🤖 AI Summary
This paper addresses the problem of accurately estimating the distribution of sensitive attributes (e.g., age, location) under Local Differential Privacy (LDP). While Iterative Bayesian Updating (IBU) is a widely adopted method for this task, its statistical consistency has long lacked rigorous theoretical justification. Methodologically, we unify the modeling of major LDP mechanisms—including Geometric, Laplace, Exponential, k-Randomized Response (k-RR), and RAPPOR—within a common framework and systematically analyze IBU’s estimation performance across them. Our key contribution is the first rigorous proof of IBU’s consistency, grounded in maximum likelihood estimation theory, along with a general technical framework extendable to infinite alphabets. Experimental results demonstrate that IBU consistently outperforms existing distribution estimation algorithms in both finite- and infinite-domain settings, while providing robust convergence guarantees.
📝 Abstract
For many social, scientific, and commercial purposes, it is often important to estimate the distribution of the users' data regarding a sensitive attribute, e.g., their ages, locations, etc.

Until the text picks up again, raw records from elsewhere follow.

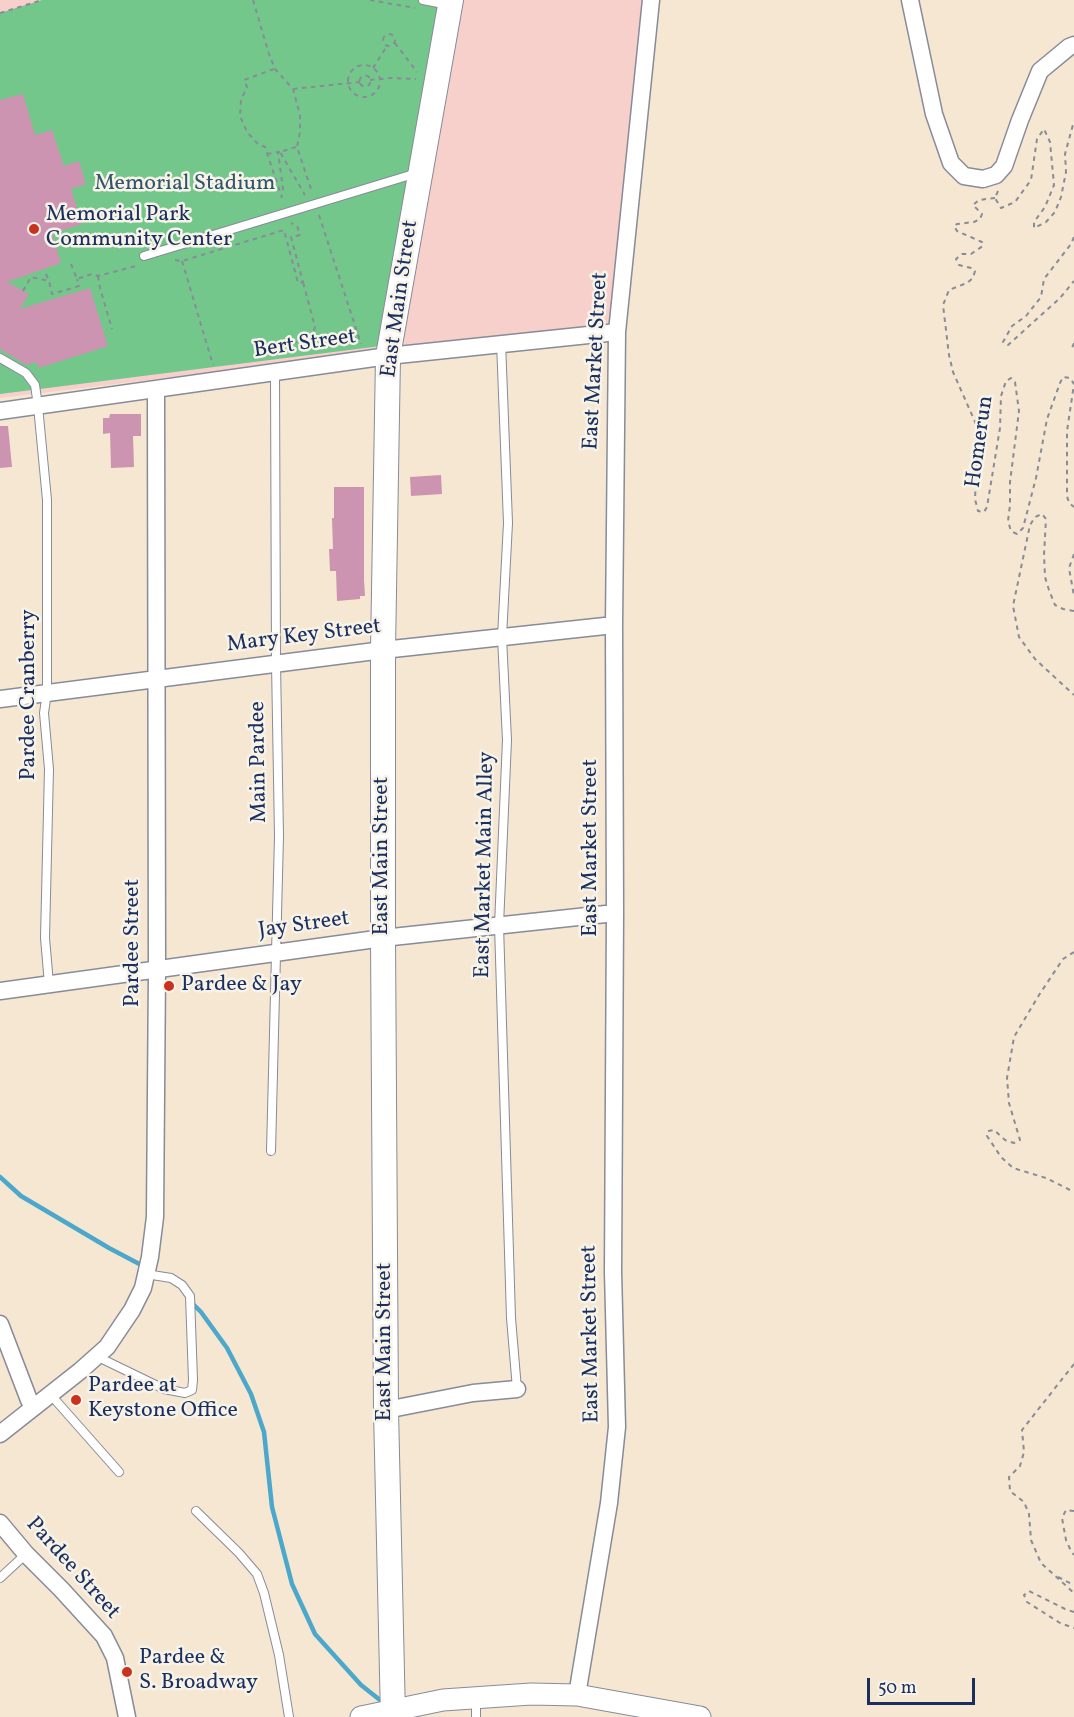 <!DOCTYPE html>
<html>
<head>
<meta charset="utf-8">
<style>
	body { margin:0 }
	#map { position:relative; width:1074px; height:1717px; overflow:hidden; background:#f5e7d2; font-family:Vollkorn,serif }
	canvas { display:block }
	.scale { position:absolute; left:867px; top:1678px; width:108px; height:27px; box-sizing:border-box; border:3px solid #1b2f5e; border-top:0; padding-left:8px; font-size:18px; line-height:21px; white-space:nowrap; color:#1b2f5e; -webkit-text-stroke:4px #f7f3e8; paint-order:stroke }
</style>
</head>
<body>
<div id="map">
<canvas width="1074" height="1717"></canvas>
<div class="scale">50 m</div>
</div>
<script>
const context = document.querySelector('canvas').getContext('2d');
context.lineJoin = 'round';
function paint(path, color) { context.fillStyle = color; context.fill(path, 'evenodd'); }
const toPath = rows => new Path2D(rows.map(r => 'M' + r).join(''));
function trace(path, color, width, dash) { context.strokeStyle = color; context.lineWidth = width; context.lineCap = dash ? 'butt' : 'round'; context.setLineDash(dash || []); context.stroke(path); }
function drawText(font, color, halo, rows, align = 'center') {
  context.font = font + ' Vollkorn,serif'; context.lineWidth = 5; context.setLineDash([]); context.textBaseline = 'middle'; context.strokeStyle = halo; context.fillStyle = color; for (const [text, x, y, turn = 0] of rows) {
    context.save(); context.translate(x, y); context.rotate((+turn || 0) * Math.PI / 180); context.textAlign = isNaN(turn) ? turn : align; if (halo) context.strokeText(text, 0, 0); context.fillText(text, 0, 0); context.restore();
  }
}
paint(toPath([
	[0,0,645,0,612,322,590,329,431,344,422,343,215,372,0,398]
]), '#f7d0cb');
paint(toPath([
	[42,0,443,0,381,346,0,394,0,13]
]), '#73c78b');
trace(toPath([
	[0,1177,21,1196,109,1248,145,1267],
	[191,1302,201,1312,227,1348,251,1394,264,1432,272,1507,292,1584,315,1634,361,1685,385,1704]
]), '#4ca8ca', 4.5);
paint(toPath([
	[23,94,35,135,52,130,64,166,79,161,86,184,71,189,82,224,52,234,61,263,7,282,29,294,20,309,90,288,108,346,39,368,36,362,26,365,0,349,0,100],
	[110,414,141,414,141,436,133,436,134,467,111,468,110,433,103,434,103,418,109,418],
	[0,426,8,426,12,467,0,468],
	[441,475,442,494,411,496,410,477],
	[334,487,364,487,364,580,365,596,360,596,360,599,337,601,336,571,330,571,329,549,333,549,332,518,334,518]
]), '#cc94b0');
const service = toPath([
	[423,0,449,5],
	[144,256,417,173],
	[501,342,508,523,502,637,507,740,499,925,511,1318,517,1389],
	[0,358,26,373,35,385,38,406,47,500,47,692,44,713,49,769,45,938,49,984],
	[271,1151,279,836,276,663,275,373],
	[96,1356,164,1389,185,1393,192,1390,193,1380,190,1296,182,1285,171,1278,146,1274],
	[50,1394,119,1472],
	[196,1511,239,1553,257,1574,264,1593,279,1655,289,1717],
	[0,1578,26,1554],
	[476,1699,476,1717]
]);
const minor = toPath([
	[910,0,934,114,951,163,964,176,983,179,996,175,1004,166,1020,120,1040,71,1069,47,1074,45],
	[0,411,388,356,617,332],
	[0,699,383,650,614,625],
	[0,991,383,938,615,913],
	[0,1324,29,1400,34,1407],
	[386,1410,473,1393,517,1389],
	[0,1434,80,1371,107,1347,132,1310,143,1288,150,1257,155,1217,157,970,156,390],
	[0,1523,26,1554,61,1589,104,1636,115,1658,127,1717],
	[577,1695,609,1503,617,1427,613,1272,615,913,614,625,617,332,651,0]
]);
const tertiary = toPath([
	[361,1717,443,1700,531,1694,577,1695,700,1717]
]);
const secondary = toPath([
	[393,1717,386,1410,383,938,383,650,388,356,451,0]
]);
trace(service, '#888b98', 10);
trace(minor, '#888b98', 19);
trace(tertiary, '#888b98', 23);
trace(secondary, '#888b98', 26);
trace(toPath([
	[253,0,269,54,275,69,293,89,300,115,300,132,297,147,312,192],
	[370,0,415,8],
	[0,13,42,0],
	'383 40a6 6 0 1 1 12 0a6 6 0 1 1-12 0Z',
	[395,43,417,72],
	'348 81a16 16 0 1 1 32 0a16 16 0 1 1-32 0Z',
	[373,68,387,46],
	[274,69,244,80,247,87,241,100,240,116,247,132,258,144,265,147,282,198],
	'359.5 81a5.5 5.5 0 1 1 11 0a5.5 5.5 0 1 1-11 0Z',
	[370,80,392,78,416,79],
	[293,89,360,82],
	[296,147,280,152,305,195],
	[280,152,278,152,283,189,282,195],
	[267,154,278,152],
	[998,191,995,198,1001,208,1015,202,1031,180,1037,139,1044,129,1050,142,1054,185,1045,207,1034,222,1034,228,1046,222,1055,212,1061,197,1066,172,1065,154,1074,121],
	[995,198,979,200,973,205,982,214,980,219,974,222,957,224,954,226,957,231,982,242,983,246,971,254,962,254,956,259,959,265,971,268,975,271,973,278,967,283,949,290,943,305,949,355,953,372,976,424,978,436,975,499,978,511,984,512,987,507,1000,428,1001,396,1006,381,1011,378,1015,382,1019,411,1010,482,1010,505,1008,521,1011,531,1017,534,1023,528,1036,478,1047,419,1060,383,1063,377,1070,378,1074,384,1067,431,1067,496,1069,503,1074,507],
	[319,215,361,344],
	[1074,237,1071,244,1044,279,1041,297,1026,316,1012,326,1003,342,1008,345,1018,336,1060,298,1074,281],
	[175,260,182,261,284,230,298,283,303,282,291,237,300,235,297,226,291,223],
	[182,261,213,365],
	[71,264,77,279,92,274,98,276,136,266],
	[46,274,49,281],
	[98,276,100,288,112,329],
	[23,291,31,277,49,281,52,294,79,286,77,279],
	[1074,343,1072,348,1074,349],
	[284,346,312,337,315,327,303,282],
	[1074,554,1069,568,1074,596],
	[1074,611,1063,609,1055,605,1049,590,1045,577,1044,555,1046,519,1042,514,1035,517,1030,525,1013,606,1019,637,1035,659,1074,695],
	[1074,952,1063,959,1039,995,1014,1037,1007,1078,1009,1103,1020,1140,1014,1143,1005,1140,994,1130,988,1131,987,1136,1001,1157,1013,1168,1046,1178,1074,1192],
	[1074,1364,1022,1430,1024,1452,1020,1466,1009,1477,1010,1491,1024,1502,1029,1514,1031,1540,1041,1563,1074,1593],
	[1074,1511,1066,1510,1062,1518,1066,1540,1071,1551,1074,1555],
	[1058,1577,1074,1585],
	[1074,1612,1065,1609,1029,1591,1024,1595,1027,1602,1060,1623,1074,1628]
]), '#888b98', 2, [4.5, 4.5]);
trace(service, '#fff', 8);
trace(minor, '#fff', 16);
trace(tertiary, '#fff', 21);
trace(secondary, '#fff', 24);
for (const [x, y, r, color] of [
	[34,229,6,"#c8321e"],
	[169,986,6,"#c8321e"],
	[76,1400,6,"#c8321e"],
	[127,1672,6,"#c8321e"]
]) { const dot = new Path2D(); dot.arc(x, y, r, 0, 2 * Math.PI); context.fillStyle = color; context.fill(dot); trace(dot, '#f7f3e8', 2); }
drawText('22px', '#315569', '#f7f3e8', [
	["Memorial Stadium",185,185]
]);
drawText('22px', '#1b2f5e', '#f7f3e8', [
	["Memorial Park",46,216],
	["Community Center",46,241],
	["Pardee & Jay",181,986],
	["Pardee at",88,1387],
	["Keystone Office",88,1412],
	["Pardee &",139,1659],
	["S. Broadway",139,1684]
], 'left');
drawText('22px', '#1b2f5e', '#f7f3e8', [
	["East Main Street",401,299,-82],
	["Bert Street",305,345,-8],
	["East Market Street",597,361,-87],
	["Homerun",981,442,-82],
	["Mary Key Street",304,637,-7],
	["Pardee Cranberry",30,695,-90],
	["Main Pardee",260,762,-91],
	["East Market Street",592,848,-90],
	["East Main Street",383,856,-90],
	["East Market Main Alley",486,865,-89],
	["Jay Street",304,926,-8],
	["Pardee Street",134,943,-90],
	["East Market Street",592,1334,-91],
	["East Main Street",386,1342,-90],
	["Pardee Street",72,1569,48]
]);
</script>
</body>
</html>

To allow this estimation while protecting the users' privacy, every user applies a local privacy protection mechanism that releases a noisy (sanitized) version of their original datum to the data collector; then the original distribution is estimated using one of the known methods, such as the matrix inversion (INV), RAPPOR's estimator, and the iterative Bayesian update (IBU). Unlike the other estimators, the consistency of IBU, i.e., the convergence of its estimate to the real distribution as the amount of noisy data grows, has been either ignored or incorrectly proved in the literature. In this article, we use the fact that IBU is a maximum likelihood estimator to prove that IBU is consistent. We also show, through experiments on real datasets, that IBU significantly outperforms the other methods when the users' data are sanitized by geometric, Laplace, and exponential mechanisms, whereas it is comparable to the other methods in the case of the k-RR and RAPPOR mechanisms. Finally, we consider the case when the alphabet of the sensitive data is infinite, and we show a technique that allows IBU to operate in this case too.